§ Instructions for the task: If a line in the entries below includes "image", pick it out and copy it.
++++ Study material
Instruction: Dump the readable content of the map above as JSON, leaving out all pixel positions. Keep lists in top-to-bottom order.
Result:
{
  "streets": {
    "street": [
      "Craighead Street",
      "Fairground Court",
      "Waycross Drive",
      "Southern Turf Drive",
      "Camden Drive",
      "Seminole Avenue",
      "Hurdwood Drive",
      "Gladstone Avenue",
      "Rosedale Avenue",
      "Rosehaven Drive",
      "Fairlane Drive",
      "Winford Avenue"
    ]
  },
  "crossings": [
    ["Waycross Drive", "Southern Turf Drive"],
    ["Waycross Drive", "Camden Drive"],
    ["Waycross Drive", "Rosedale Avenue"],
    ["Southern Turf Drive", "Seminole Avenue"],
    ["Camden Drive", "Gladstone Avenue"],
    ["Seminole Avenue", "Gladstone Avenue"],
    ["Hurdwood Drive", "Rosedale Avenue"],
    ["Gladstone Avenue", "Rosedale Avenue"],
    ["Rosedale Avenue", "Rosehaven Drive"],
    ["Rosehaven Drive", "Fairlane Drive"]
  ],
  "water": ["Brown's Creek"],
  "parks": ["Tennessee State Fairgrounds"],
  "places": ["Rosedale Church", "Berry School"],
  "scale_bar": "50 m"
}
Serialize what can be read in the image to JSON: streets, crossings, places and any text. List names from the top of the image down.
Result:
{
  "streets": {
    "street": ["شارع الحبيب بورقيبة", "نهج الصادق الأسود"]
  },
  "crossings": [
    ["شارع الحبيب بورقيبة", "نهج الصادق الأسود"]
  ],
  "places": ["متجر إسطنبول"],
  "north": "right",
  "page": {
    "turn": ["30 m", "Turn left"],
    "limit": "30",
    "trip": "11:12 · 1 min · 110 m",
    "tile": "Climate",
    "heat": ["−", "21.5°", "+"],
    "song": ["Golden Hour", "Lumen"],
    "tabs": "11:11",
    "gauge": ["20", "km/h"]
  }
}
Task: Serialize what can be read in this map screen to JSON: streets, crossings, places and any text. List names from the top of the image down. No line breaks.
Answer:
++++++++
§ Response below:
Serialize what can be read in the image to JSON: streets, crossings, places and any text. List names from the top of the image down.
Task: Serialize what can be read in this map screen to JSON: streets, crossings, places and any text. List names from the top of the image down. No line breaks.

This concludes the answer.